Я хотел сказать, что больше всего мне понравилась пауза, но опять
удержался.
- Правда, - сказал я с пафосом, - и особенно вот это место. - И здесь я
показал сначала на середину, а потом на самый конец доски, где Антошкины
пальцы бегали быстрее всего.
- Я могу повторить, - сказал Антон.
- Спасибо, - сказал я, - хватит... А теперь услуга за услугу! У меня к
вам небольшая просьба... о небольшой помощи в одном деле... - Мне
показалось, что при слове "помощь" Дерябин вздрогнул.
- Какая помощь? - спросил он, стараясь почему-то не смотреть мне в
лицо.
- Вы не можете подбросить одно письмо к нам на кухню?..
- Какое письмо? - спросил, краснея, Дерябин.
- Вот это, - сказал я, доставая второй раз из-за пазухи письмо,
адресованное моему папе. - Конечно, мне проще всего было бы попросить брата
Лешу, но вы же знаете, что это за человек. Разве ему можно сказать по
секрету, что я влюбился в Таню Кузовлеву.

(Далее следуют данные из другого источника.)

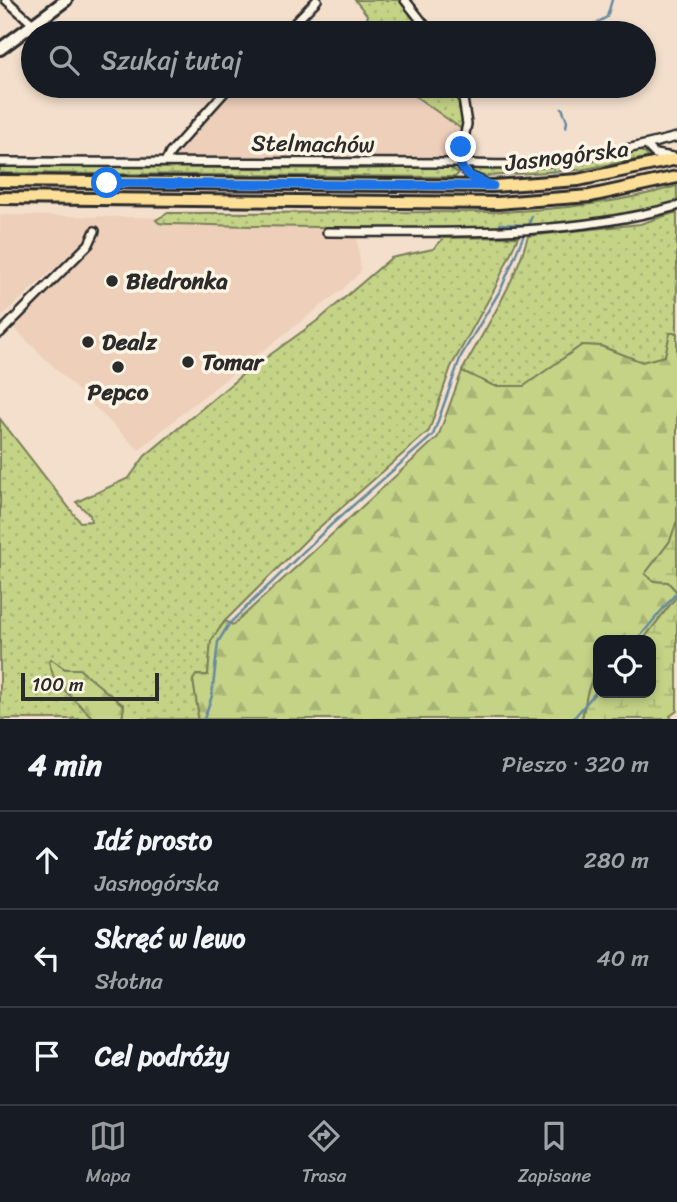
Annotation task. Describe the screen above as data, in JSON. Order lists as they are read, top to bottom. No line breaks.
{"streets":{"main road":["Jasnogórska"],"street":["Stelmachów"]},"places":["Biedronka","Dealz","Tomar","Pepco"],"scale_bar":"100 m","page":{"search":"Szukaj tutaj","scale":"100 m","heading":["4 min","Pieszo · 320 m"],"list":[["Idź prosto","Jasnogórska","280 m"],["Skręć w lewo","Słotna","40 m"],"Cel podróży"],"nav":["Mapa","Trasa","Zapisane"]}}
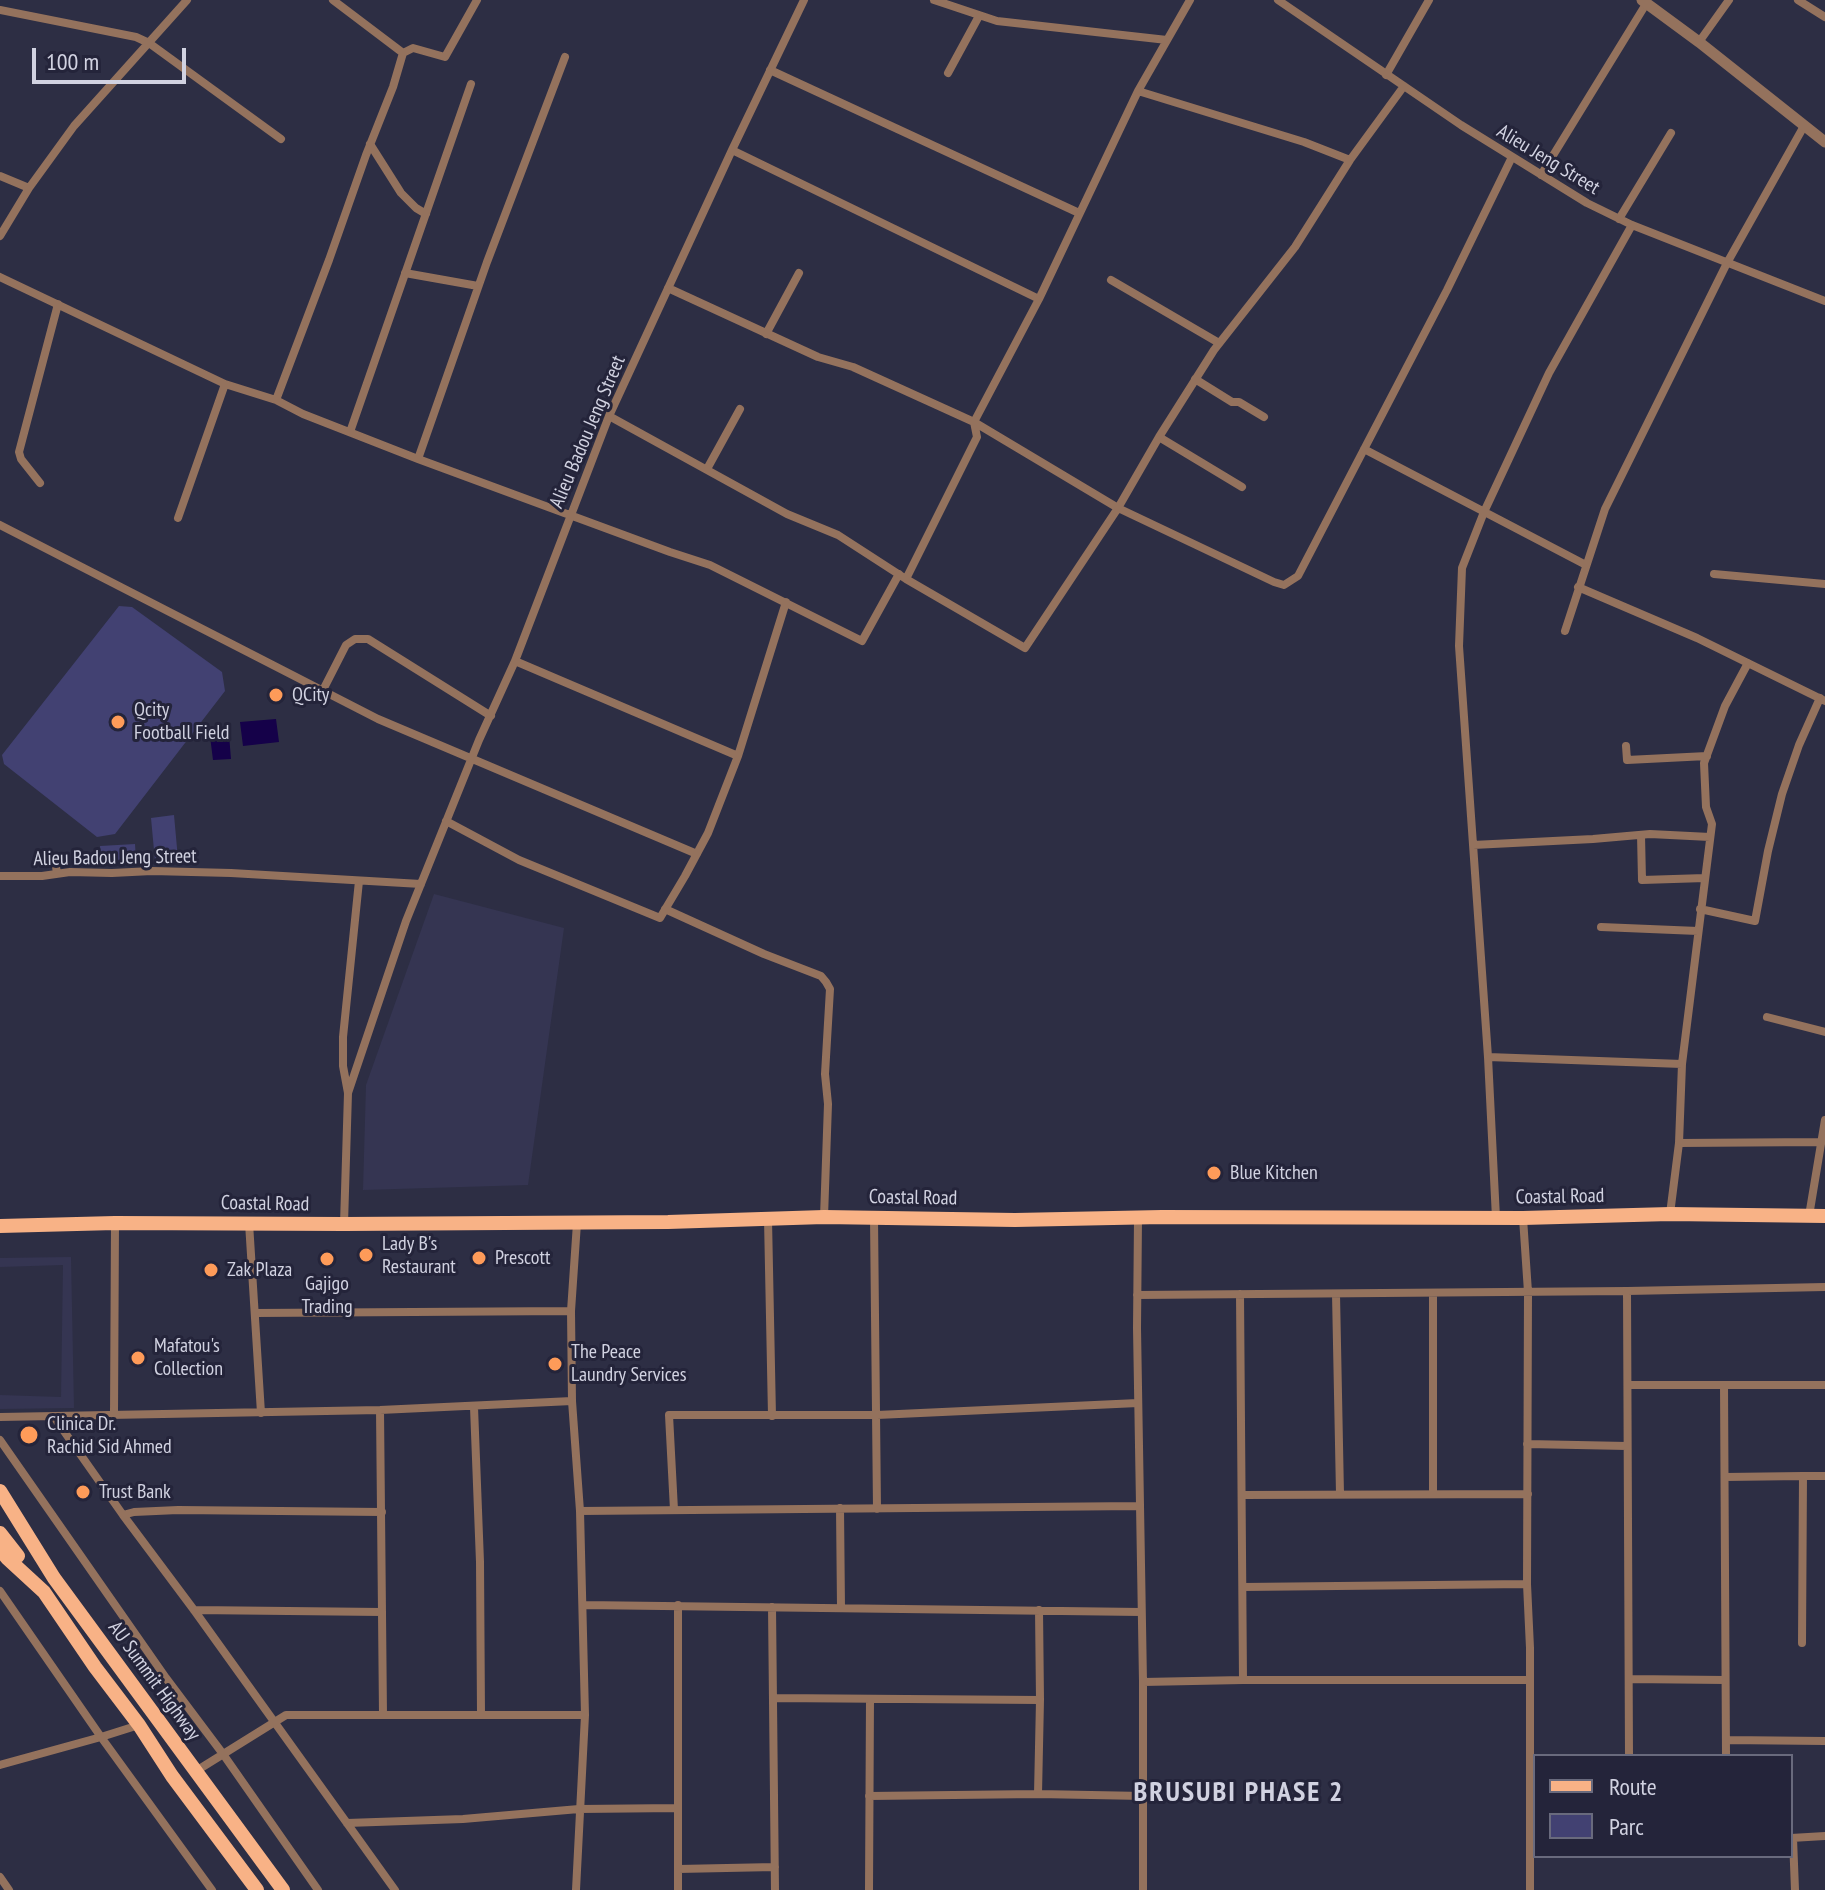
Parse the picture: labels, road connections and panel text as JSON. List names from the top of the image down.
{
  "streets": {
    "main road": ["Coastal Road", "AU Summit Highway"],
    "street": ["Alieu Jeng Street", "Alieu Badou Jeng Street"]
  },
  "districts": ["BRUSUBI PHASE 2"],
  "places": [
    "QCity",
    "Qcity Football Field",
    "Blue Kitchen",
    "Lady B's Restaurant",
    "Prescott",
    "Gajigo Trading",
    "Zak Plaza",
    "Mafatou's Collection",
    "The Peace Laundry Services",
    "Clinica Dr. Rachid Sid Ahmed",
    "Trust Bank"
  ],
  "legend": ["Route", "Parc"],
  "scale_bar": "100 m"
}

Ведь он такое может выкинуть...
И я протянул Антону Дерябину письмо, написанное красными как кровь
чернилами.
Прочитав письмо, Дерябин долго с подозрением смотрел на меня, потом
вдруг спросил:
- Желание славы, значит?
- Точно, - ответил я.
- Как у Пушкина в стихах, значит?
- Как у Пушкина, - подтвердил я.
- Значит, "желаю славы я". - Дерябин поднял вверх руку, как Пушкин в
кинокартине про Пушкина, и продолжал декламировать: - "...чтоб именем
моим... все, все вокруг тебя звучало обо мне!.."
От этих слов у меня все внутри как на карусели поехало, я же сам все
это чувствовал, только я так сказать не мог. А так-то я ведь все и делал,
чтобы, как это... именем моим... именем Алексея Завитайкина все... вокруг
Тани Кузовлевой... все, значит, чтобы звучало обо мне...
- Я сейчас спишу, - сказал я, доставая из кармана авторучку и блокнот.
- Между прочим, - сказал Дерябин в то самое время, когда я записывал
слова Пушкина, - когда Пушкин влюбился в Анну Керн, он не воровал себя у
своих родителей!..
Я перестал записывать слова Пушкина, медленно поднял голову и грозно
спросил:
- А что он делал?
- Он написал стихотворение "Я помню чудное мгновенье", - в рифму
ответил Дерябин. - Конечно, стихи могут писать не все, но вот, например,
вчера какая-то девчонка тринадцати лет поставила мировой рекорд по плаванию.
И сразу же прославилась.
Это был какой-то такой намек, который я не мог простить Дерябину.
- А ты знаешь, - заорал я на Дерябина так, как этого никогда бы не
сделал мой брат, - что Моцарт, когда ему было десять лет, он не сидел на
бревнах и не играл на нарисованном рояле, а выступал в Европе с концертами!
Дерябин моего Моцарта проглотил почему-то без всякой обиды и как ни в
чем не бывало снова принялся за свое "А вы знаете".
- Я все знаю, что ты меня спросишь, - сказал я, окончательно переходя
на "ты". (А сколько можно "выкать" этому Дерябину-Скрябину.) - Я только не
знаю, ты подбросишь письмо моим родителям или нет?